What the task requires — When you reach the line that holds "Please mark all labels, markers and interface elements in this", start copying exactly and keep going through the final line of the data, leaving out pictures.

[Stored items]
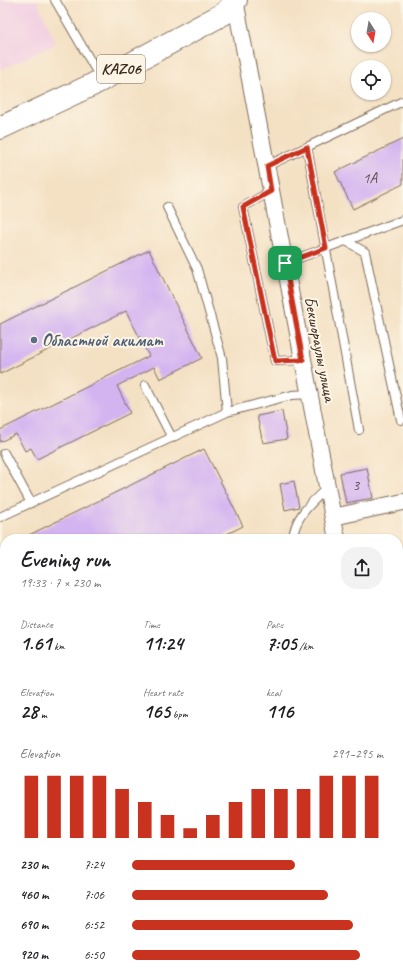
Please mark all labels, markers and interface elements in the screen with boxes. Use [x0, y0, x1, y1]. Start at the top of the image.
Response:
north arrow [351, 12, 391, 52]
map controls [351, 12, 391, 100]
road number: KAZ06 [97, 55, 145, 83]
button: locate [351, 60, 391, 100]
house number: 1А [363, 169, 379, 188]
pin [268, 246, 302, 280]
icon: arrive [274, 252, 296, 274]
street label: Бекшораулы улица [300, 295, 341, 405]
place label: Областной акимат [42, 330, 164, 351]
marker: Областной акимат [29, 335, 39, 345]
house number: 3 [353, 476, 361, 495]
text: Evening run [20, 546, 110, 574]
button: share [341, 547, 383, 589]
text: 19:33 · 7 × 230 m [20, 575, 101, 591]
text: Distance [20, 617, 53, 631]
text: Time [143, 617, 160, 631]
text: Pace [266, 617, 283, 631]
text: 1.61 [20, 631, 51, 656]
text: 11:24 [143, 631, 183, 656]
text: 7:05 [266, 631, 297, 656]
text: km [51, 639, 65, 653]
text: /km [297, 639, 314, 653]
text: Elevation [20, 685, 54, 699]
text: Heart rate [143, 685, 183, 699]
text: kcal [266, 685, 281, 699]
text: 28 [20, 699, 38, 724]
text: 165 [143, 699, 170, 724]
text: 116 [266, 699, 293, 724]
text: m [38, 707, 47, 721]
text: bpm [170, 707, 188, 721]
text: Elevation [20, 746, 60, 762]
text: 291–295 m [332, 746, 383, 762]
text: 230 m [20, 857, 48, 873]
text: 7:24 [84, 857, 104, 873]
text: 460 m [20, 887, 48, 903]
text: 7:06 [84, 887, 104, 903]
text: 690 m [20, 917, 48, 933]
text: 6:52 [84, 917, 104, 933]
text: 920 m [20, 947, 48, 963]
text: 6:50 [84, 947, 104, 963]

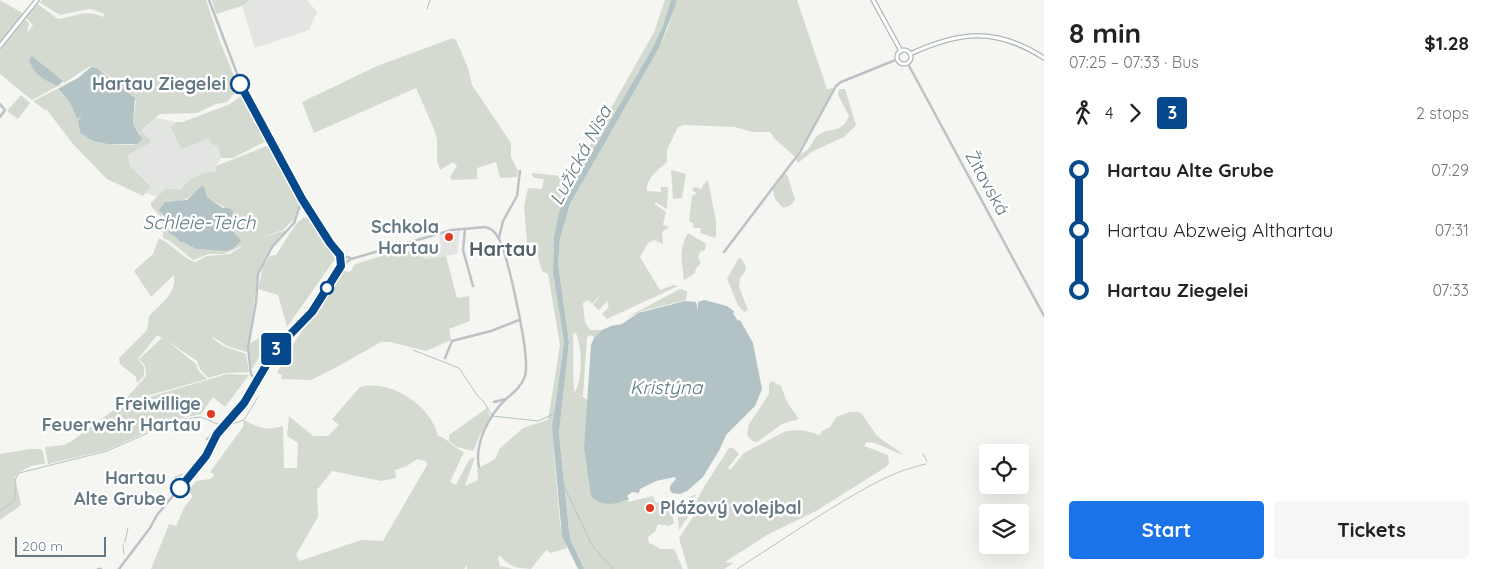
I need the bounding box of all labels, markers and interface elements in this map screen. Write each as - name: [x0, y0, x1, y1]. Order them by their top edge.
- text: 8 min: [1069, 15, 1141, 50]
- text: $1.28: [1424, 31, 1469, 55]
- text: 07:25 – 07:33 · Bus: [1069, 52, 1199, 72]
- place label: Hartau Ziegelei: [92, 72, 226, 95]
- marker: Hartau Ziegelei: [230, 74, 250, 94]
- icon: walk: [1069, 99, 1097, 127]
- icon: forward: [1121, 99, 1149, 127]
- water label: Lužická Nisa: [544, 100, 617, 209]
- text: 3: [1167, 101, 1177, 124]
- text: 4: [1105, 103, 1113, 123]
- text: 2 stops: [1416, 103, 1469, 123]
- street label: Žitavská: [960, 146, 1015, 219]
- text: Hartau Alte Grube: [1107, 158, 1274, 182]
- text: 07:29: [1431, 160, 1469, 180]
- water label: Schleie-Teich: [142, 210, 257, 234]
- place label: Schkola Hartau: [371, 215, 439, 259]
- text: Hartau Abzweig Althartau: [1107, 218, 1333, 242]
- text: 07:31: [1435, 220, 1469, 240]
- marker: Schkola Hartau: [443, 231, 455, 243]
- district label: Hartau: [469, 236, 537, 261]
- text: Hartau Ziegelei: [1107, 278, 1248, 302]
- text: 07:33: [1432, 280, 1469, 300]
- unlabelled marker: [320, 281, 334, 295]
- line badge: 3: [260, 333, 292, 365]
- text: 3: [271, 337, 281, 360]
- water label: Kristýna: [630, 375, 704, 399]
- place label: Freiwillige Feuerwehr Hartau: [42, 392, 201, 436]
- marker: Freiwillige Feuerwehr Hartau: [205, 408, 217, 420]
- map controls: [979, 444, 1029, 554]
- button: locate: [979, 444, 1029, 494]
- place label: Hartau Alte Grube: [74, 466, 166, 510]
- marker: Hartau Alte Grube: [170, 478, 190, 498]
- place label: Plážový volejbal: [660, 496, 802, 519]
- button: Start: [1069, 501, 1264, 559]
- button: Tickets: [1274, 501, 1469, 559]
- marker: Plážový volejbal: [644, 502, 656, 514]
- button: layers: [979, 504, 1029, 554]
- scale bar: [15, 534, 106, 557]
- text: 200 m: [22, 537, 63, 555]

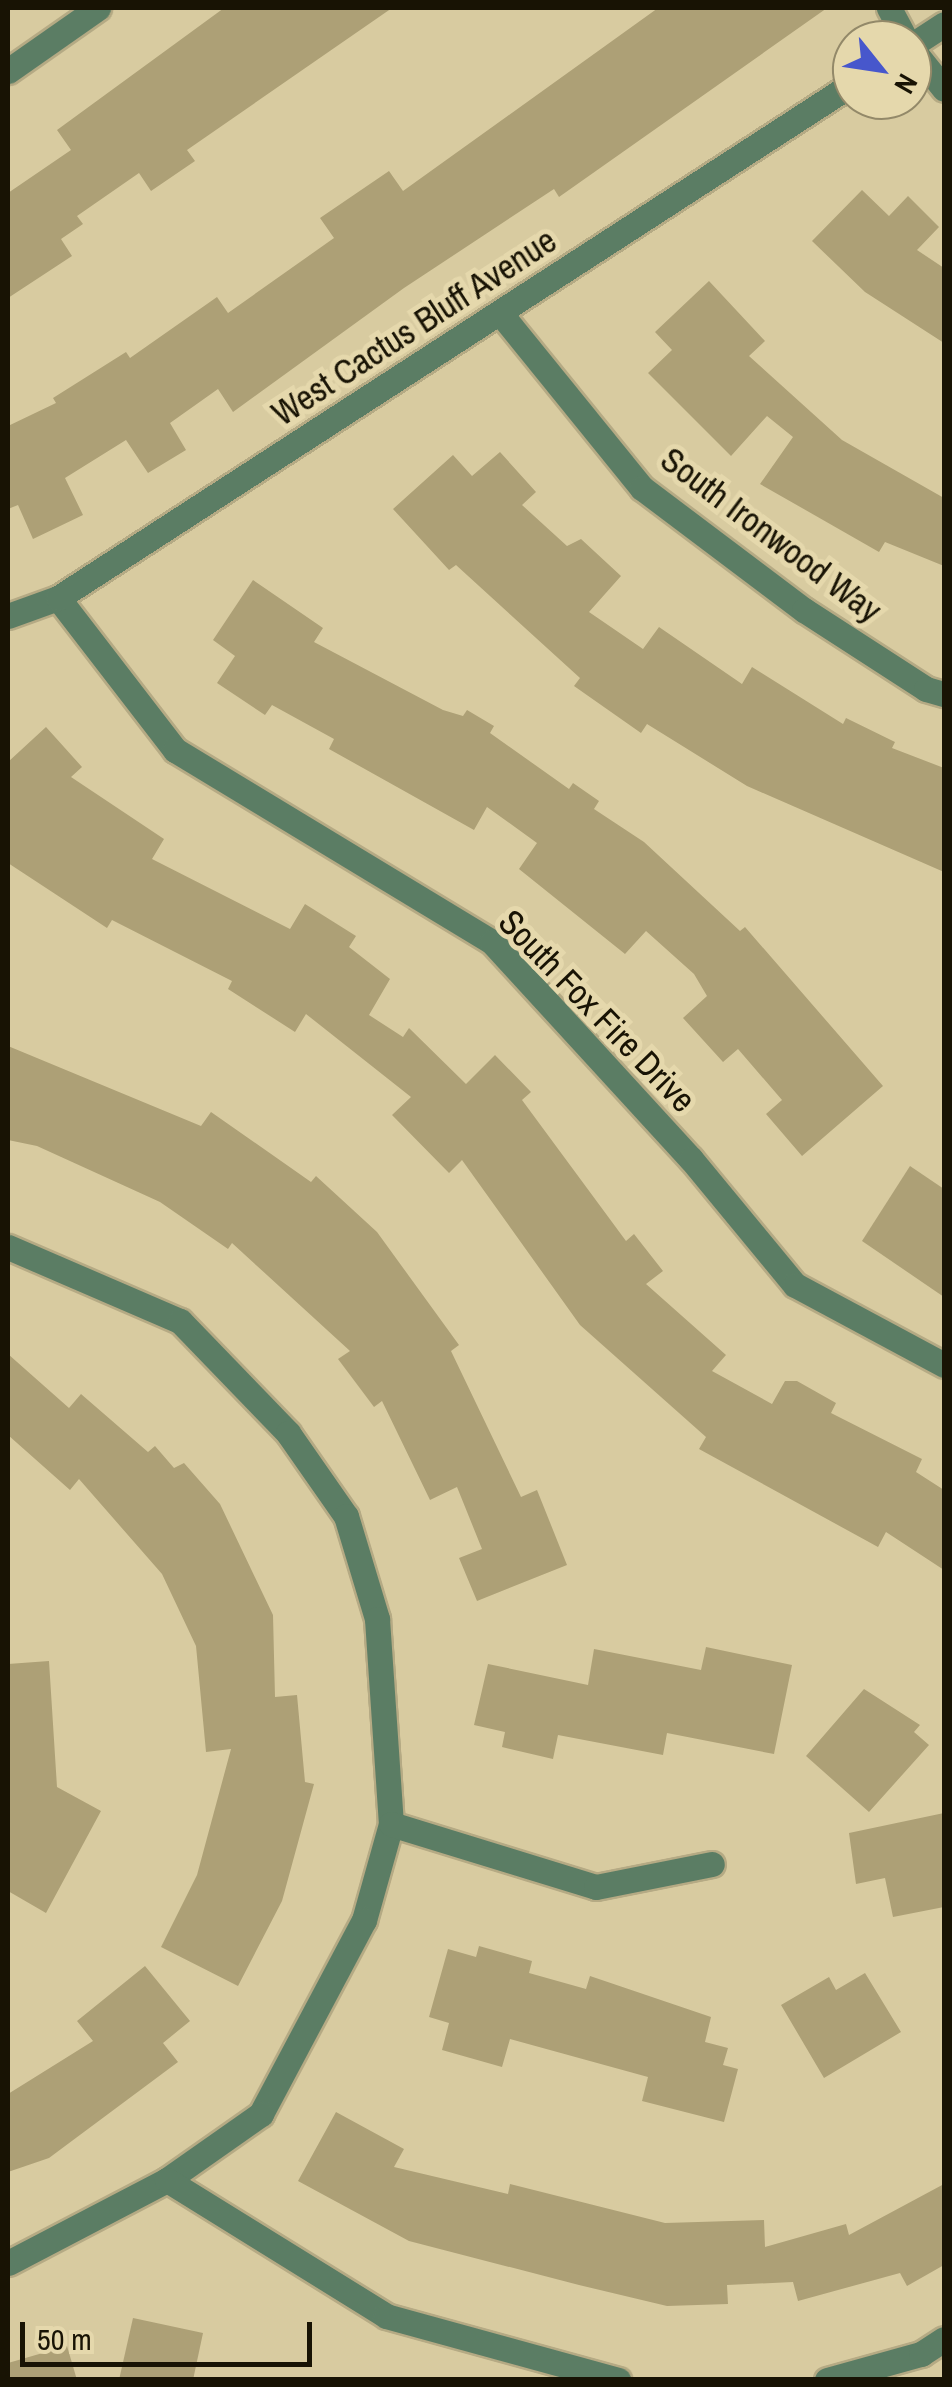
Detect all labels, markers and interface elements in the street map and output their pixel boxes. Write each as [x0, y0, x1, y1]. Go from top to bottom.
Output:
north arrow [832, 20, 932, 120]
text: N [886, 67, 927, 101]
street label: West Cactus Bluff Avenue [263, 219, 565, 435]
street label: South Ironwood Way [652, 438, 890, 632]
street label: South Fox Fire Drive [490, 901, 704, 1121]
scale bar [25, 2302, 318, 2364]
text: 50 m [37, 2319, 92, 2359]

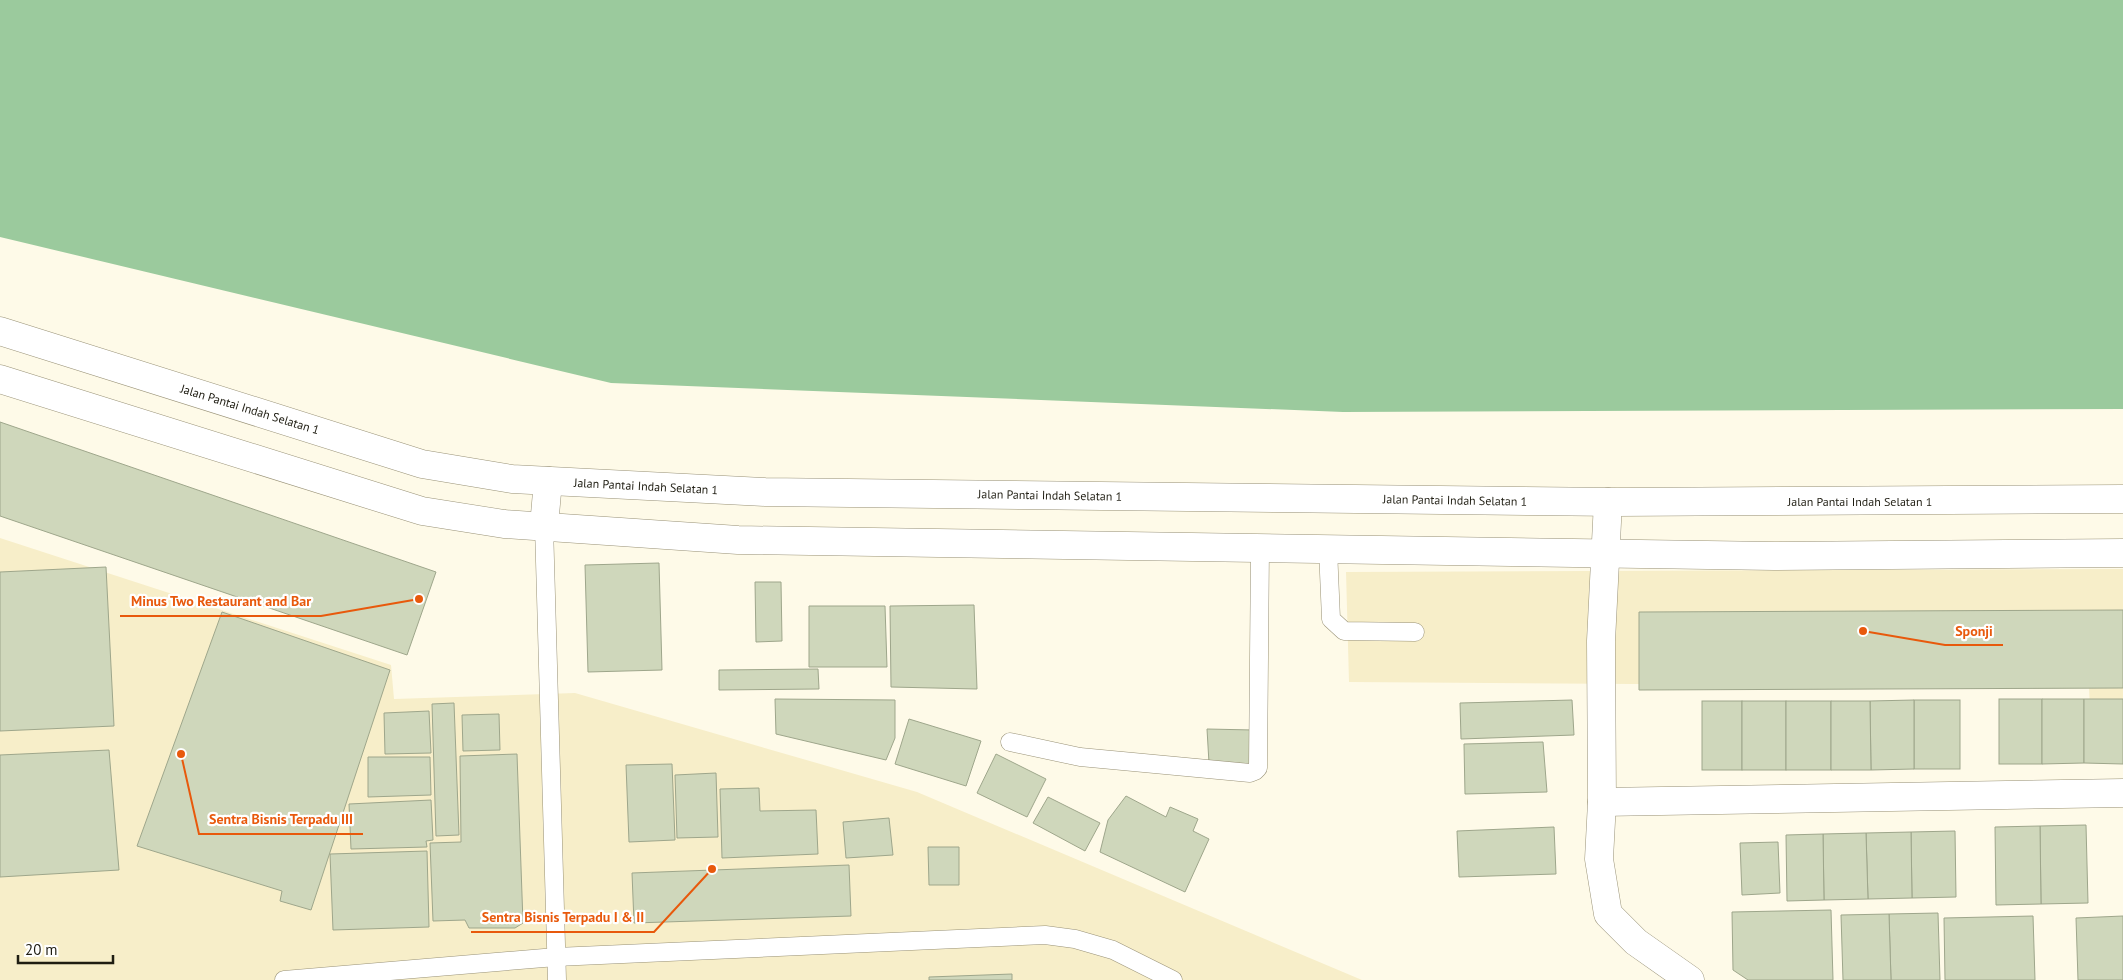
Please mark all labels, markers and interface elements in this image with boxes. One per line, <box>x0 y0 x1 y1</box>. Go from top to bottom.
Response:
street label: Jalan Pantai Indah Selatan 1 <box>178 380 321 437</box>
street label: Jalan Pantai Indah Selatan 1 <box>573 475 718 497</box>
street label: Jalan Pantai Indah Selatan 1 <box>977 486 1122 504</box>
street label: Jalan Pantai Indah Selatan 1 <box>1382 491 1527 509</box>
street label: Jalan Pantai Indah Selatan 1 <box>1787 494 1932 509</box>
callout: Minus Two Restaurant and Bar <box>120 587 321 616</box>
text: Minus Two Restaurant and Bar <box>131 592 311 610</box>
callout: Sponji <box>1945 616 2003 645</box>
text: Sponji <box>1955 622 1993 640</box>
callout: Sentra Bisnis Terpadu III <box>199 805 363 834</box>
text: Sentra Bisnis Terpadu III <box>209 810 353 828</box>
callout: Sentra Bisnis Terpadu I & II <box>471 903 654 932</box>
text: Sentra Bisnis Terpadu I & II <box>482 908 644 926</box>
scale bar <box>18 932 112 964</box>
text: 20 m <box>25 940 58 959</box>

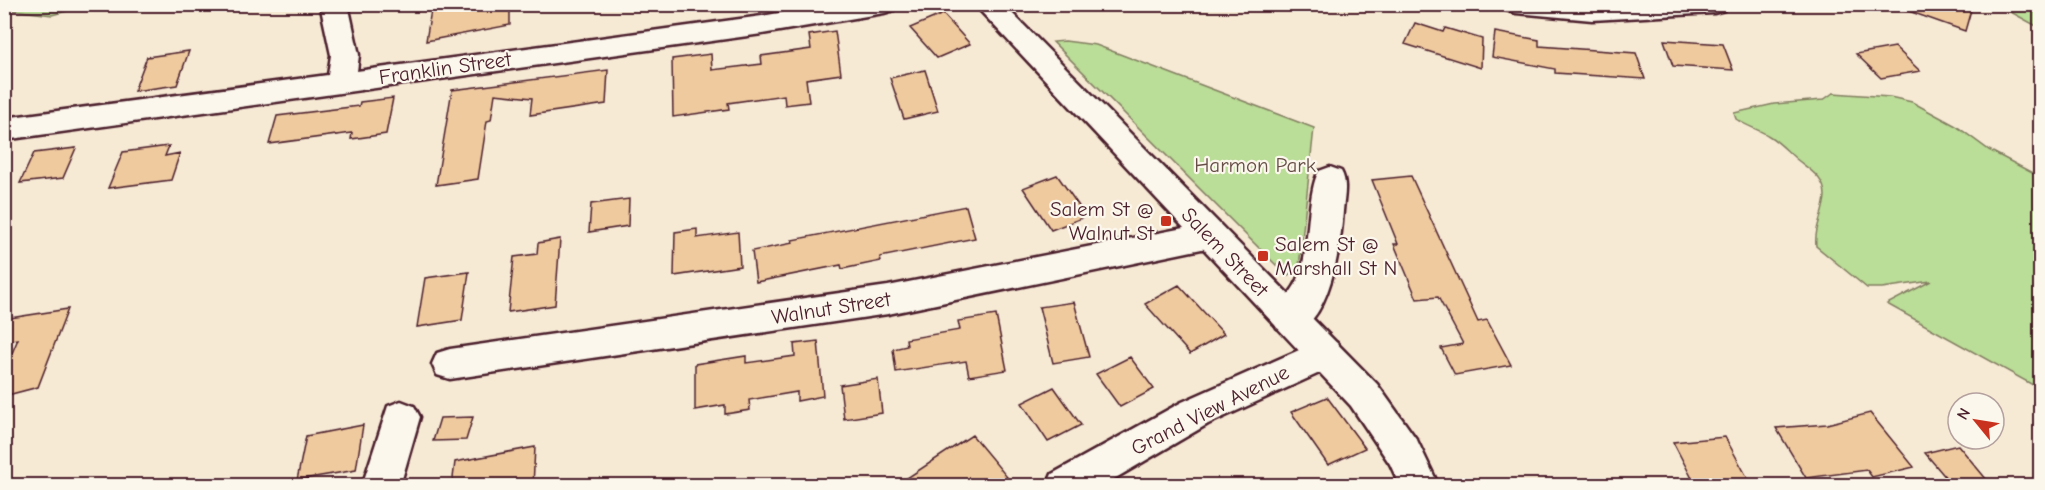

Your response —
Please mark all labels, markers and interface elements in this image with boxes. One per line, <box>x0 y0 x1 y1</box>. Go from top to bottom.
Response:
street label: Jalan Pantai Indah Selatan 1 <box>178 380 321 437</box>
street label: Jalan Pantai Indah Selatan 1 <box>573 475 718 497</box>
street label: Jalan Pantai Indah Selatan 1 <box>977 486 1122 504</box>
street label: Jalan Pantai Indah Selatan 1 <box>1382 491 1527 509</box>
street label: Jalan Pantai Indah Selatan 1 <box>1787 494 1932 509</box>
callout: Minus Two Restaurant and Bar <box>120 587 321 616</box>
text: Minus Two Restaurant and Bar <box>131 592 311 610</box>
callout: Sponji <box>1945 616 2003 645</box>
text: Sponji <box>1955 622 1993 640</box>
callout: Sentra Bisnis Terpadu III <box>199 805 363 834</box>
text: Sentra Bisnis Terpadu III <box>209 810 353 828</box>
callout: Sentra Bisnis Terpadu I & II <box>471 903 654 932</box>
text: Sentra Bisnis Terpadu I & II <box>482 908 644 926</box>
scale bar <box>18 932 112 964</box>
text: 20 m <box>25 940 58 959</box>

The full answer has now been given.